Quand faut-il dire au revoir à son projet ? 

 

Après un an dédié à Vocation, et malgré l’engouement que rencontre le podcast, Jasmine sent qu’elle commence à patauger. Les symptômes ? Le projet ne lui plait plus, notamment parce que la question de sa monétisation prend trop de place. Par ailleurs, ses créatrices ne font plus des choix pour elles, mais pour leur audience. Jasmine remet également en question l’idéal de l’entrepreneuriat et celui de la startup nation

 

Ce décalage est source d’anxiété… Mais avant de prendre une décision, il faut mettre des mots sur ce qui ne va pas. C’est une véritable mise en abyme lorsque l’on parle de sens au travail toute la journée ! Dans le cas de Jasmine, il faut aussi faire le travail à deux, avec sa co fondatrice. Elles se déconstruisent donc petit à petit. Une démarche très significative de la prise de décision, qui ne s’opère pas en un claquement de doigts mais bien plus souvent en passant par une longue période de tensions psychologiques. 

 

Pour soulager cette tension, Jasmine nous conseille de parler de ses doutes autour de soi, car on est rarement le ou la seule à passer par là. Mais le plus important, c’est de se tenir à sa décision (qui est souvent déjà formulée au fond de nous) et d’aller de l’avant. 

 

Faire le vide pour ouvrir une nouvelle porte  

 

En ralentissant, en faisant le vide dans son quotidien, Jasmine découvre de nouvelles opportunités, des sollicitations auxquelles elle n’avait avant pas le temps de répondre. Beaucoup émanent d’ailleurs de son réseau et de sa vie d’avant. 

 

Parmi l’une de ces nouvelles portes qui s’ouvrent, il y a celle de créer une association.
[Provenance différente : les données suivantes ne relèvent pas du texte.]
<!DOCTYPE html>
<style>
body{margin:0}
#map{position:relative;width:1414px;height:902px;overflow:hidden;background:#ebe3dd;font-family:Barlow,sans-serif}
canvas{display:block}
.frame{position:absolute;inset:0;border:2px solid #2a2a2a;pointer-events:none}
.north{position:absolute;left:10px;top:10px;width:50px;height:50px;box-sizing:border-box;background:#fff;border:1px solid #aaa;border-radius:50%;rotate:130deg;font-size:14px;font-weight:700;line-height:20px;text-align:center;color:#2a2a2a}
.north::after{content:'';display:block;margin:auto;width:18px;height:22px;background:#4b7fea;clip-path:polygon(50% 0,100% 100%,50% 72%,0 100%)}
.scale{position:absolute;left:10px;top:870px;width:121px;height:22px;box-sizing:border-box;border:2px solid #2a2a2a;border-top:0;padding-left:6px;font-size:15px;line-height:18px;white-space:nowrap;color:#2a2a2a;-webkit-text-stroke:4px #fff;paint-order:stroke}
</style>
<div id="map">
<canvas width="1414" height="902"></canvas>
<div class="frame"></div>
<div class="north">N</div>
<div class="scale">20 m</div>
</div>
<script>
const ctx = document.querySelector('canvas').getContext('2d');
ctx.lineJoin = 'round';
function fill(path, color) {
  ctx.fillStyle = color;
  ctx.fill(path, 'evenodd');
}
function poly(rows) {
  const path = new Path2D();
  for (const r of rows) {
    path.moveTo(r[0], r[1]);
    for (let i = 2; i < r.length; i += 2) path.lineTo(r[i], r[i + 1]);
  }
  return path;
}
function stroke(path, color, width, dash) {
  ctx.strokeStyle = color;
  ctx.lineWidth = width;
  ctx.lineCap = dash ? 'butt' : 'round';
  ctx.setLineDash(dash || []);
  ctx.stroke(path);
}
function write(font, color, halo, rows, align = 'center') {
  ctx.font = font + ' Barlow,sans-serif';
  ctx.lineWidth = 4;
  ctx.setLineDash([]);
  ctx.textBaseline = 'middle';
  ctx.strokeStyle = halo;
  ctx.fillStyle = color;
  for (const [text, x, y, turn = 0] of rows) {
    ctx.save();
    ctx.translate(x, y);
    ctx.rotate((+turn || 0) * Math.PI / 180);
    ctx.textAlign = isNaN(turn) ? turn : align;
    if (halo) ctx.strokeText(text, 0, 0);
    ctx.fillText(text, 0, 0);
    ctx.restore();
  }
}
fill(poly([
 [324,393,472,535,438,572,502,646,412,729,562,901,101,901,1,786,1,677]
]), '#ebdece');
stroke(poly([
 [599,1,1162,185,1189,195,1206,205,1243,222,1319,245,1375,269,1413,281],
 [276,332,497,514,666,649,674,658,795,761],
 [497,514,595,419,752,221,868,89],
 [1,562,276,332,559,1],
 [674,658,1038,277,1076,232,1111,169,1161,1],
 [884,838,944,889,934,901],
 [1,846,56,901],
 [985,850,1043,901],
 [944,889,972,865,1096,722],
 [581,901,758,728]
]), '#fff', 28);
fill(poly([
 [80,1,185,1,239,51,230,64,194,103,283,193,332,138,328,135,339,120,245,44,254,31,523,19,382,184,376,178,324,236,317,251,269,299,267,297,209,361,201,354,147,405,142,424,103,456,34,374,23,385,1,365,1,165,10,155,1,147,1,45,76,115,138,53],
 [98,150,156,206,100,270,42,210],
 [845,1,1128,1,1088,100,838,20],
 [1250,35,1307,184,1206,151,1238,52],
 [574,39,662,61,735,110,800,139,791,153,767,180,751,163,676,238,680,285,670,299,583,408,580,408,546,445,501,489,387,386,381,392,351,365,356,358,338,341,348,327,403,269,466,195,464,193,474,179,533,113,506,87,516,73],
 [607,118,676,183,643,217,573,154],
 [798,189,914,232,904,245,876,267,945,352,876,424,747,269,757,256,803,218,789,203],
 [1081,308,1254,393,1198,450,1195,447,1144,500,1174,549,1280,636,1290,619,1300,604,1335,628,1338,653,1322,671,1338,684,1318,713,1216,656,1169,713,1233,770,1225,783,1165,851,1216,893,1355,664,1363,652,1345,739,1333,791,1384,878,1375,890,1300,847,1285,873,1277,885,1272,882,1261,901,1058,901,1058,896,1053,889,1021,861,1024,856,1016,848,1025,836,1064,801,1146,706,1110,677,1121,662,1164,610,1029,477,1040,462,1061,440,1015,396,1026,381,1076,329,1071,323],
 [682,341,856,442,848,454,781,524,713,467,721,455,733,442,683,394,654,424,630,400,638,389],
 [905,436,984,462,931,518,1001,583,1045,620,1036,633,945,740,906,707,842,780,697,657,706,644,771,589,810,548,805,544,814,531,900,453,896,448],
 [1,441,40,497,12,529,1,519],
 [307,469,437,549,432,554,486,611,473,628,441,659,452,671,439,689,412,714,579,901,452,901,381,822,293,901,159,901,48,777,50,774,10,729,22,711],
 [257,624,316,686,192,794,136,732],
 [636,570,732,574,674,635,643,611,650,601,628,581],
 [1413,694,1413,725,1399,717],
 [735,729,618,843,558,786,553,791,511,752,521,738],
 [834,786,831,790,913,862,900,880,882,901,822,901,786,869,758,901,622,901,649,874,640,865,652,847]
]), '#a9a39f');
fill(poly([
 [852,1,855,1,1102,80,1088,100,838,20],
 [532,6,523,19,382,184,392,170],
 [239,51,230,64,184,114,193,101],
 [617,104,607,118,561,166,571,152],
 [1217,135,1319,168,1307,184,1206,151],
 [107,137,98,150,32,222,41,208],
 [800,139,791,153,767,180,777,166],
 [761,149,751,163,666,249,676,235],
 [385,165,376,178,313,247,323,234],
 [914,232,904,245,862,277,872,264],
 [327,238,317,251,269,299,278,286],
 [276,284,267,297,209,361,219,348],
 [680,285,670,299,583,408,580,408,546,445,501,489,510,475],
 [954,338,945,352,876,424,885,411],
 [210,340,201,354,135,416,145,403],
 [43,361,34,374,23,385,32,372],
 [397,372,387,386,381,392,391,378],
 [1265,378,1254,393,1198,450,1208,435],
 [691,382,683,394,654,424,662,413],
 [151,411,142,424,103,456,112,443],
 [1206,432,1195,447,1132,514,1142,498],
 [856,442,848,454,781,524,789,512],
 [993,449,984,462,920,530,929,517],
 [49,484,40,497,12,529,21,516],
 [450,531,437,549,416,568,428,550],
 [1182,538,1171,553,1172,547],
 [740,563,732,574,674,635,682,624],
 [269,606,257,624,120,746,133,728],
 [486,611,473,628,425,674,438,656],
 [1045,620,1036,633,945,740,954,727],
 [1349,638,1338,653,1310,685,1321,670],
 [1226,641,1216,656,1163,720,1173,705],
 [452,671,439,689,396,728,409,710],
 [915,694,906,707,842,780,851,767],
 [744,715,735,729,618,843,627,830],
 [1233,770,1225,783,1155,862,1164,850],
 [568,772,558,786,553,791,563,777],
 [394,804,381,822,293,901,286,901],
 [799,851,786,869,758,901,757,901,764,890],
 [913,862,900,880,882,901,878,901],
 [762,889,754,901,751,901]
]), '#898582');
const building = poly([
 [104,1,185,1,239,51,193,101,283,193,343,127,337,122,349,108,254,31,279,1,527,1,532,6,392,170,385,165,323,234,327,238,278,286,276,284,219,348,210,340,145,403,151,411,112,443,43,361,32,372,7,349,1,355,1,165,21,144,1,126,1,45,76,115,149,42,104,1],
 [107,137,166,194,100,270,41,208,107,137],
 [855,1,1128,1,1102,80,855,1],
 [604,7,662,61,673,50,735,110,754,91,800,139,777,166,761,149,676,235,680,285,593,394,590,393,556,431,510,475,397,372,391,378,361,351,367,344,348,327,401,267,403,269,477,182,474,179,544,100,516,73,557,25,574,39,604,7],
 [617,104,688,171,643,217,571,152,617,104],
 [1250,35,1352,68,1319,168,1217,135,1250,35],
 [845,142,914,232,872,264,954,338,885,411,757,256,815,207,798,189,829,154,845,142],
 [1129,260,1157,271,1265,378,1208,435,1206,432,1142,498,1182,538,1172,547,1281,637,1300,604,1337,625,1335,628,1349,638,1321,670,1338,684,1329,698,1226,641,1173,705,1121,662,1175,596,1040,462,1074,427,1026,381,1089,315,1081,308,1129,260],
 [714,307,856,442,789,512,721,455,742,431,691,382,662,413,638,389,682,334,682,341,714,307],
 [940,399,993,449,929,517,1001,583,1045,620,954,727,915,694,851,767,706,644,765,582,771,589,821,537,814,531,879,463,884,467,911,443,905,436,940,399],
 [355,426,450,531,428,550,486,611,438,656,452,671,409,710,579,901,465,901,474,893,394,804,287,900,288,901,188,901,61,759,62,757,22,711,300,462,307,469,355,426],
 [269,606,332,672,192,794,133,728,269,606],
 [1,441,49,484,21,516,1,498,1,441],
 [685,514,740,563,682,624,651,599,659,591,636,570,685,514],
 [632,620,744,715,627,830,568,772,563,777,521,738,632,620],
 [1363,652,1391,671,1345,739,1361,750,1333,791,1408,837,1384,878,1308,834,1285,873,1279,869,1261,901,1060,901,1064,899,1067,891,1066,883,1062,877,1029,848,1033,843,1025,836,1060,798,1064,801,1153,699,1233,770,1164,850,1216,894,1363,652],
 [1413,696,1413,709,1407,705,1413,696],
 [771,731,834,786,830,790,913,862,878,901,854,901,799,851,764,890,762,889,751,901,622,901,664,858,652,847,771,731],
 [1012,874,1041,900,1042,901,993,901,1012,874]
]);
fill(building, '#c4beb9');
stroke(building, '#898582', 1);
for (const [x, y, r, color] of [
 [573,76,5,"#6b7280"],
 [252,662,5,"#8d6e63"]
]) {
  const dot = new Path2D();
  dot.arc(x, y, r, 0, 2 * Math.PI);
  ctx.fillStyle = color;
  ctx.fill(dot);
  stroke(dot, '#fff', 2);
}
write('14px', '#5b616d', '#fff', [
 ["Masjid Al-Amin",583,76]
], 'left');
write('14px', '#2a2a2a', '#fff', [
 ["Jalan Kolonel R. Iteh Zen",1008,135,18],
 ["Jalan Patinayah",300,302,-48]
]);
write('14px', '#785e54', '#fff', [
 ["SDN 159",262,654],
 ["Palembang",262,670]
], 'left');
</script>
Youth Forever voit le jour en 2021. Jasmine, témoin de l’impact de la pandémie sur les jeunes, s’associe à Emmanuelle, fondatrice d’un cabinet de transformation, pour redéfinir le rôle de l’employeur et du recrutement dans ce contexte particulier. 

 

Jasmine a surtout envie d’aller plus loin et de remonter la chaîne de valeur qui s’est dessinée avec Vocation. Le format associatif lui permet cette fois-ci de mobiliser les entreprises pour qu’elles prennent leurs responsabilités, et surtout qu’elles prennent plus soin des jeunes générations. L’autre gros sujet traité par Youth Forever, c’est celui du futur de notre planète. L’association se donne donc pour ambition d’accélérer la transition et la transformation des entreprises en formant la relève. 

 

Pour mener à bien cette transformation, Youth Forever s’arme de trois outils complémentaires : 

 

  • Un observatoire, pour gagner en crédibilité sur le sujet et faire une curation de contenu ;
  • Le porte-parolat, qui lui permet de porter son message sur la jeunesse et la transformation des entreprises dans une approche de réconciliation et de nuance ;
  • La collaboration en B2B avec des entreprises, qui sont parfois parmi les mauvais élèves de la cause du climat. Youth Forever développe avec elles des outils en open source, pour créer de nouveaux standards. Un bon exemple en est la fresque du parcours du jeune collaborateur, qui permet aux RH de faire l’état des lieux de leur rapport aux nouvelles recrues et de confronter leurs perceptions et la réalité de leur prise de poste. 

 

Pourquoi créer une association et comment devenir visible ?

 

Plutôt que de monter un cabinet de conseil, Jasmine et Emmanuelle font le pari de créer une association. Pourquoi ? Parce que ce format leur permet de mener de front le sujet de la transition écologique et de l’arrivée des jeunes générations dans le monde du travail avec une boussole autre que le chiffre d’affaires. Leurs choix sont fondés sur l’intérêt général, ce qui leur permet de garder leur cap. Mais aussi d’être plus libres et plus militantes… Bref, de devenir le poil à gratter des organisations. 

 

Le choix de l’associatif permet aussi de créer un véritable mouvement et d’embarquer les politiques, associations et entreprises dans la formation d’un écosystème durable.  Spoiler : c’est un chantier difficile que de  trouver des alliés pour amplifier un message. Pour être crédible face à ses interlocuteurs (des DRH, des PDG), Jasmine doit être soutenue par des personnes qu’ils jugent crédibles. Son premier soutien est bien sûr Emmanuelle, qui bénéficie déjà de 10 années d’expérience dans ce domaine. 

 

Mais Youth Forever s’entoure également d’un comité stratégique intergénérationnel. Jasmine s’appuie aussi sur son travail de recherche pour publier des tribunes dans les médias (et notamment dans les Echos). Cette approche du marketing de la preuve, que l’on a vue utilisée par Moka.care dans un précédent épisode, est en effet un outil très puissant pour gagner en légitimité et en visibilité quand on lance un nouveau projet.

 

Créer un réseau d’alliés sans diluer son message et son identité

 

Mais attention à bien s’assurer que ce réseau d’alliés soit aligné avec nos valeurs et nos objectifs. Et surtout, à ce que la relation que l’on noue avec eux soit réciproque ! En effet, Jasmine déconseille de rester dans la posture déséquilibrée qui naît logiquement d’un partenariat avec une entité qui a plus de pouvoir. Pour en sortir, il faut utiliser les armes, leviers et actifs que l’on a à sa disposition, et rendre la pareille. 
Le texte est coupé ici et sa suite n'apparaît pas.